薛凡看了一眼外面已经开始变暗的天色抓了抓自己的头发,原本还算是整齐的头发这会儿已经是乱七八糟,炸得离谱了起来。
“薛雄子,我先走了。”塔西亚抱着肚子对薛凡说,外面最近不太安全,多乐的雌君有空了就会开车来接他。
薛凡将脑袋从纸上拔了出来,他看了看塔西亚的肚子“你明天不要过来了,在家好好休息,看起来已经很大了。”
薛凡没见过几个雌虫怀孕,只觉得塔西亚的肚子大得过分。
塔西亚低下头看了看,自己都已经看不见脚尖了,抬起头笑了笑“好,我看看我的情况。”
薛凡点了点头,他又看向了自己的桌子,不仅仅只有塔西亚一个虫怀孕了,整个帝星不知道还有多少虫怀了幼崽。
那是家庭的新生,有些幼崽不知道有多少的虫期盼他能够来到这个世间。
“我也先回去给我雌父换药了。”过了一会儿穆恒之站了起来,“我晚上再过来。
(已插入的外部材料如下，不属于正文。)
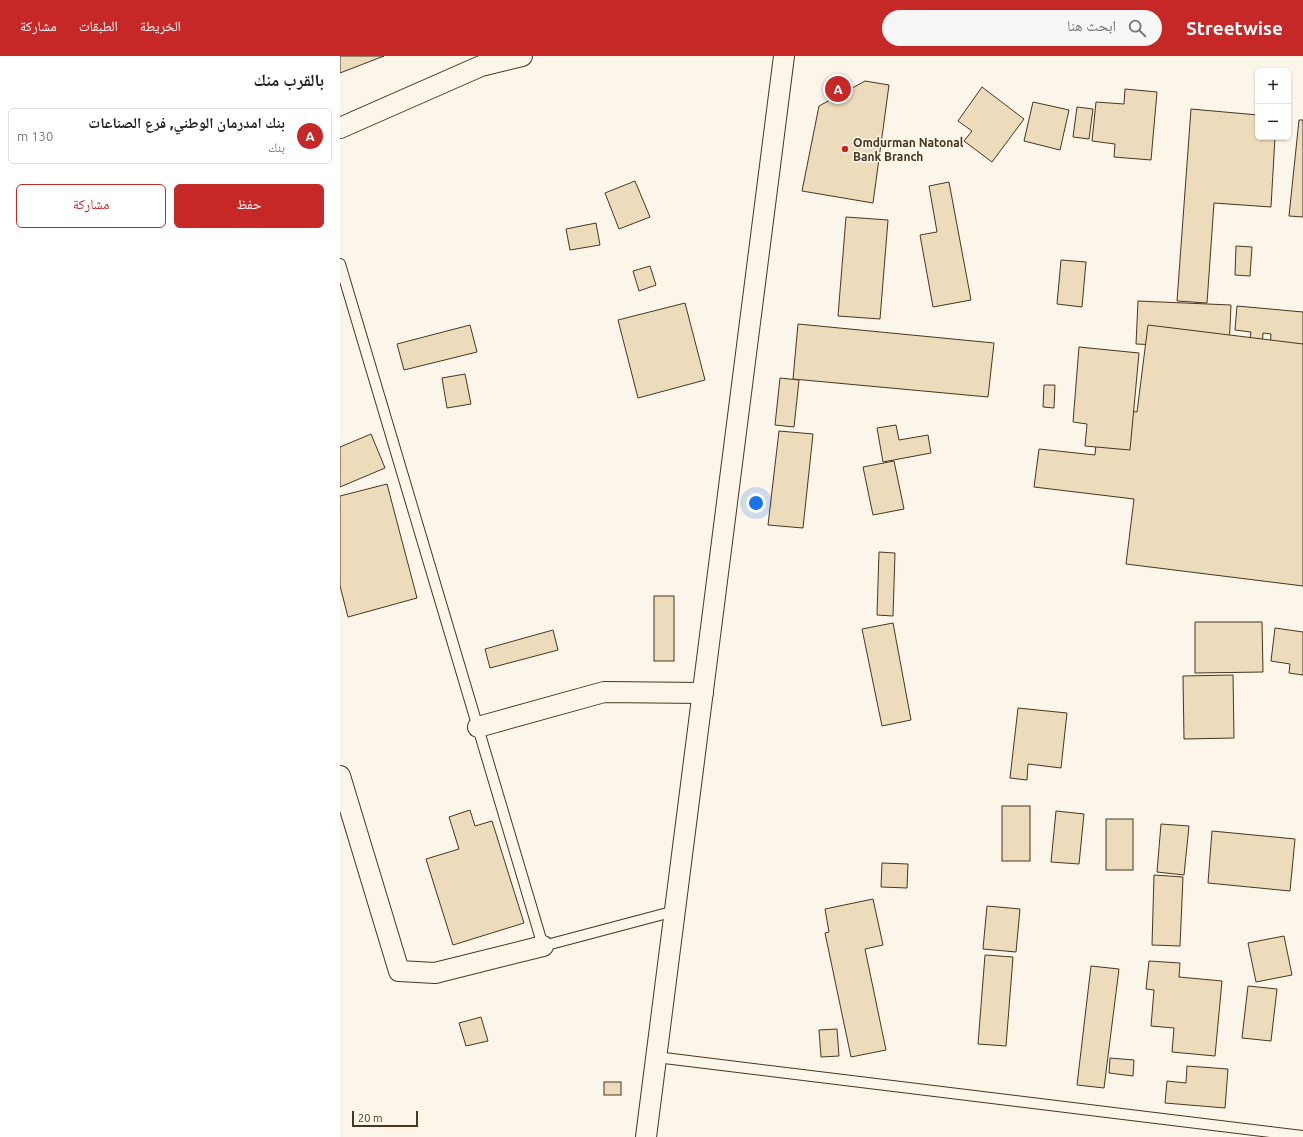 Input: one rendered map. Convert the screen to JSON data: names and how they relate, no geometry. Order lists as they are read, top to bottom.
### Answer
{
  "places": ["Omdurman Natonal Bank Branch"],
  "scale_bar": "20 m",
  "page": {
    "header": "Streetwise",
    "search": "ابحث هنا",
    "nav": ["الخريطة", "الطبقات", "مشاركة"],
    "heading": "بالقرب منك",
    "map_buttons": ["+", "−"],
    "pins": "A",
    "list": [
      {
        "mark": "A",
        "name": "بنك امدرمان الوطني, فرع الصناعات",
        "note": "بنك",
        "value": "130 m"
      }
    ],
    "buttons": ["حفظ", "مشاركة"],
    "scale": "20 m"
  }
}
”他顿了顿说道。
薛凡将手上的笔放下,将手按在自己有些酸酸胀胀的眼睛上面,“穆恒之,你和粟然认识得早,你知道,他心里特别着急的时候会干什么吗?”
穆恒之将背包背上,歪着脑袋想了想自己的那位朋友,“我感觉他没有特别着急的时候。在学校的考试都是不到最后一天绝对不会复习的。”
薛凡听见这句话噗嗤一笑。没看出来,自己的雌君居然是这样一个拥有者宽广心胸的虫啊!自己要和他多多学习。
薛凡一笑,穆恒之也跟着笑起来,“他是个好军雌”
无论在什么时候,粟然只要站在队伍前面他就像是一个定海神针一般。
“他是最好的。”薛凡的手在自己的茉莉花戒指上划了一下,低下头难得的露出了一点害羞的意思。
他就像是突然掉到自己手边的一颗糖,薛凡磨磨蹭蹭才敢在嘴上碰了碰。
穆恒之离开了实验室,薛凡的笔在纸上顿了顿,他满脑子没有一点思路,他下意识地在纸上勾勒出粟然的外表来。
我只有一点想你,薛凡在心里想着,我也只给自己这一会儿的时间想你。
薛凡在纸上画出了粟然的侧脸,低着头眼睛半闭的样子,“下次要数一数有多少睫毛。”薛凡自言自语道。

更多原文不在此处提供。